▸ Work required: When a record contains an image, skip the image and retype the rest of that record exactly.

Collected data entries

○ ○ ○ ○ ○ ○ ○

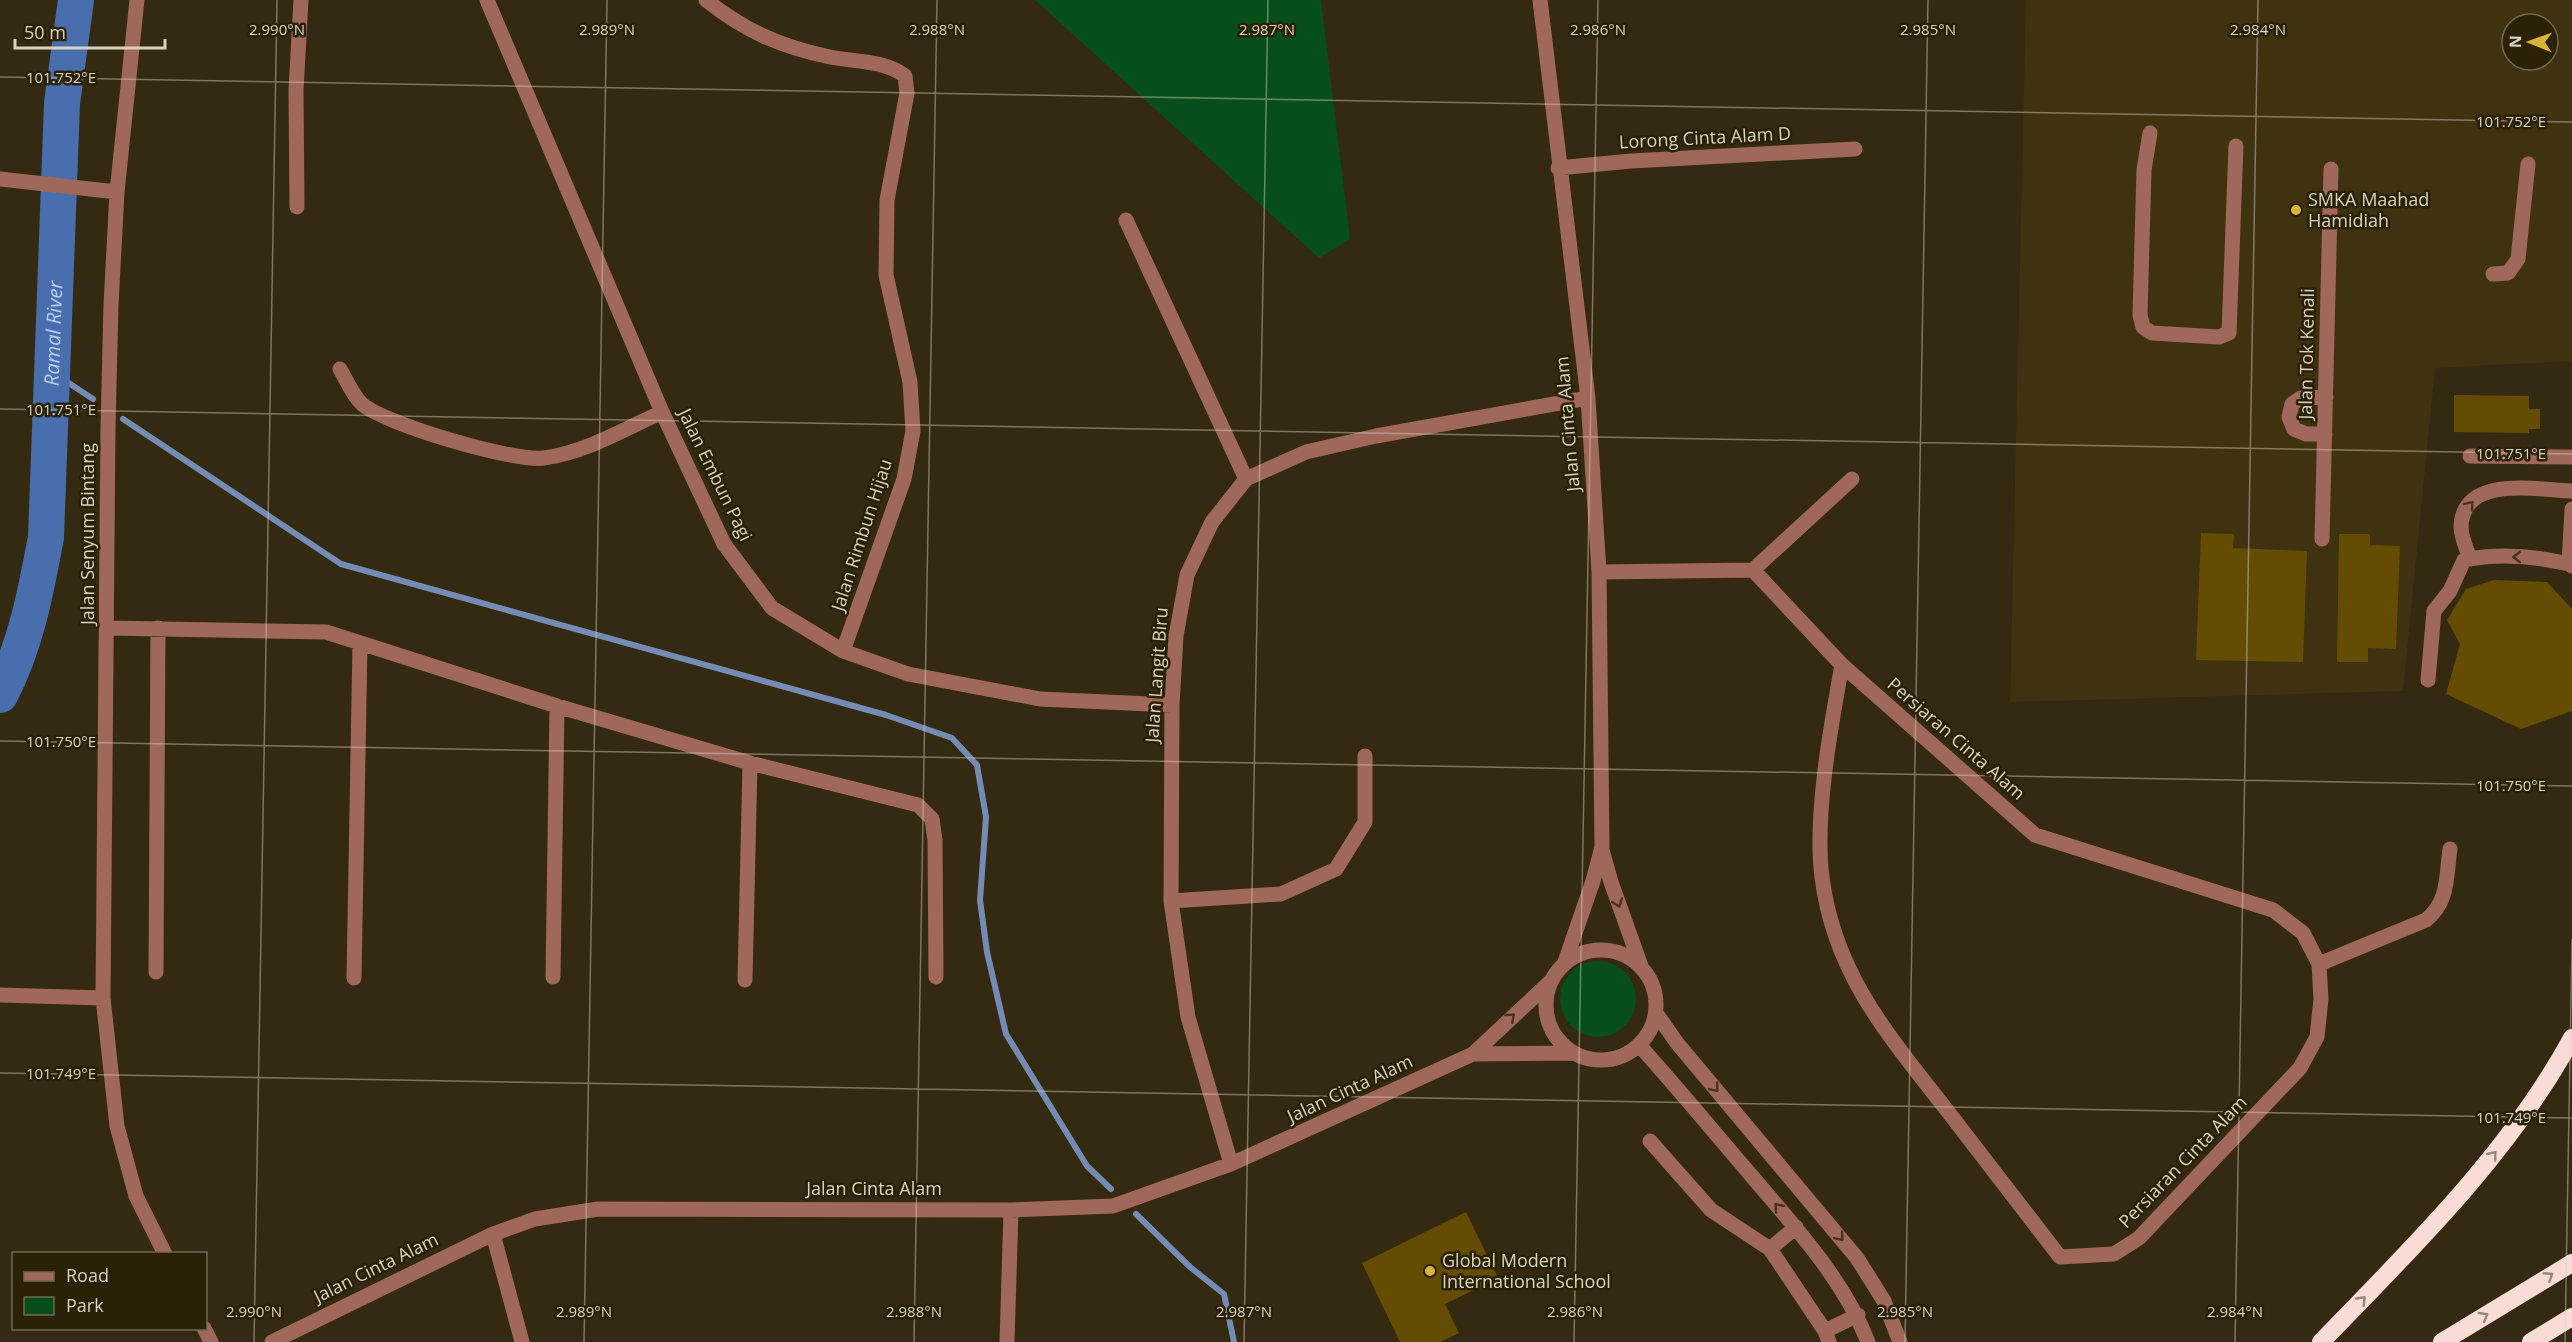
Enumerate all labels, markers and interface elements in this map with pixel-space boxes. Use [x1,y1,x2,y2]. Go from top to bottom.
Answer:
scale bar [15,12,165,50]
north arrow [2500,12,2560,72]
text: 2.990°N [249,19,305,39]
text: 2.989°N [579,19,635,39]
text: 2.988°N [909,19,965,39]
text: 2.987°N [1239,19,1295,39]
text: 2.986°N [1570,19,1626,39]
text: 2.985°N [1900,19,1956,39]
text: 2.984°N [2230,19,2286,39]
text: 50 m [24,20,66,44]
text: N [2504,35,2526,48]
text: 101.752°E [26,67,96,87]
text: 101.752°E [2476,111,2546,131]
street label: Lorong Cinta Alam D [1618,121,1792,153]
place label: SMKA Maahad Hamidiah [2308,187,2429,232]
marker: SMKA Maahad Hamidiah [2289,203,2303,217]
water label: Ramal River [38,279,68,386]
street label: Jalan Tok Kenali [2293,288,2319,422]
street label: Jalan Cinta Alam [1549,355,1585,495]
text: 101.751°E [26,399,96,419]
street label: Jalan Embun Pagi [673,402,758,545]
street label: Jalan Senyum Bintang [75,443,99,627]
text: 101.751°E [2476,443,2546,463]
street label: Jalan Rimbun Hijau [825,456,897,616]
one-way arrow [2463,501,2474,512]
one-way arrow [2513,551,2522,563]
street label: Jalan Langit Biru [1139,607,1173,745]
street label: Persiaran Cinta Alam [1883,672,2031,805]
text: 101.750°E [26,731,96,751]
text: 101.750°E [2476,775,2546,795]
one-way arrow [1610,897,1623,908]
one-way arrow [1504,1013,1515,1024]
street label: Jalan Cinta Alam [1281,1049,1416,1128]
text: 101.749°E [26,1063,96,1083]
one-way arrow [1707,1081,1718,1092]
street label: Persiaran Cinta Alam [2113,1090,2252,1233]
text: 101.749°E [2476,1107,2546,1127]
one-way arrow [2486,1151,2497,1162]
street label: Jalan Cinta Alam [804,1176,942,1200]
one-way arrow [1774,1203,1785,1214]
street label: Jalan Cinta Alam [308,1227,442,1309]
one-way arrow [1833,1230,1844,1241]
place label: Global Modern International School [1442,1248,1611,1293]
legend [12,1252,207,1330]
text: Road [66,1263,109,1287]
marker: Global Modern International School [1423,1264,1437,1278]
one-way arrow [2543,1271,2553,1283]
text: Park [66,1293,104,1317]
one-way arrow [2355,1296,2366,1306]
text: 2.990°N [226,1301,282,1321]
text: 2.989°N [556,1301,612,1321]
text: 2.988°N [886,1301,942,1321]
text: 2.987°N [1216,1301,1272,1321]
text: 2.986°N [1547,1301,1603,1321]
text: 2.985°N [1877,1301,1933,1321]
text: 2.984°N [2207,1301,2263,1321]
one-way arrow [2478,1312,2488,1324]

○ ○ ○ ○ ○ ○ ○

▸ Reply:
Enumerate all labels, markers and interface elements in this map with pixel-space boxes. Use [x1,y1,x2,y2]. Go from top to bottom.
Answer:
scale bar [15,12,165,50]
north arrow [2500,12,2560,72]
text: 2.990°N [249,19,305,39]
text: 2.989°N [579,19,635,39]
text: 2.988°N [909,19,965,39]
text: 2.987°N [1239,19,1295,39]
text: 2.986°N [1570,19,1626,39]
text: 2.985°N [1900,19,1956,39]
text: 2.984°N [2230,19,2286,39]
text: 50 m [24,20,66,44]
text: N [2504,35,2526,48]
text: 101.752°E [26,67,96,87]
text: 101.752°E [2476,111,2546,131]
street label: Lorong Cinta Alam D [1618,121,1792,153]
place label: SMKA Maahad Hamidiah [2308,187,2429,232]
marker: SMKA Maahad Hamidiah [2289,203,2303,217]
water label: Ramal River [38,279,68,386]
street label: Jalan Tok Kenali [2293,288,2319,422]
street label: Jalan Cinta Alam [1549,355,1585,495]
text: 101.751°E [26,399,96,419]
street label: Jalan Embun Pagi [673,402,758,545]
street label: Jalan Senyum Bintang [75,443,99,627]
text: 101.751°E [2476,443,2546,463]
street label: Jalan Rimbun Hijau [825,456,897,616]
one-way arrow [2463,501,2474,512]
one-way arrow [2513,551,2522,563]
street label: Jalan Langit Biru [1139,607,1173,745]
street label: Persiaran Cinta Alam [1883,672,2031,805]
text: 101.750°E [26,731,96,751]
text: 101.750°E [2476,775,2546,795]
one-way arrow [1610,897,1623,908]
one-way arrow [1504,1013,1515,1024]
street label: Jalan Cinta Alam [1281,1049,1416,1128]
text: 101.749°E [26,1063,96,1083]
one-way arrow [1707,1081,1718,1092]
street label: Persiaran Cinta Alam [2113,1090,2252,1233]
text: 101.749°E [2476,1107,2546,1127]
one-way arrow [2486,1151,2497,1162]
street label: Jalan Cinta Alam [804,1176,942,1200]
one-way arrow [1774,1203,1785,1214]
street label: Jalan Cinta Alam [308,1227,442,1309]
one-way arrow [1833,1230,1844,1241]
place label: Global Modern International School [1442,1248,1611,1293]
legend [12,1252,207,1330]
text: Road [66,1263,109,1287]
marker: Global Modern International School [1423,1264,1437,1278]
one-way arrow [2543,1271,2553,1283]
text: Park [66,1293,104,1317]
one-way arrow [2355,1296,2366,1306]
text: 2.990°N [226,1301,282,1321]
text: 2.989°N [556,1301,612,1321]
text: 2.988°N [886,1301,942,1321]
text: 2.987°N [1216,1301,1272,1321]
text: 2.986°N [1547,1301,1603,1321]
text: 2.985°N [1877,1301,1933,1321]
text: 2.984°N [2207,1301,2263,1321]
one-way arrow [2478,1312,2488,1324]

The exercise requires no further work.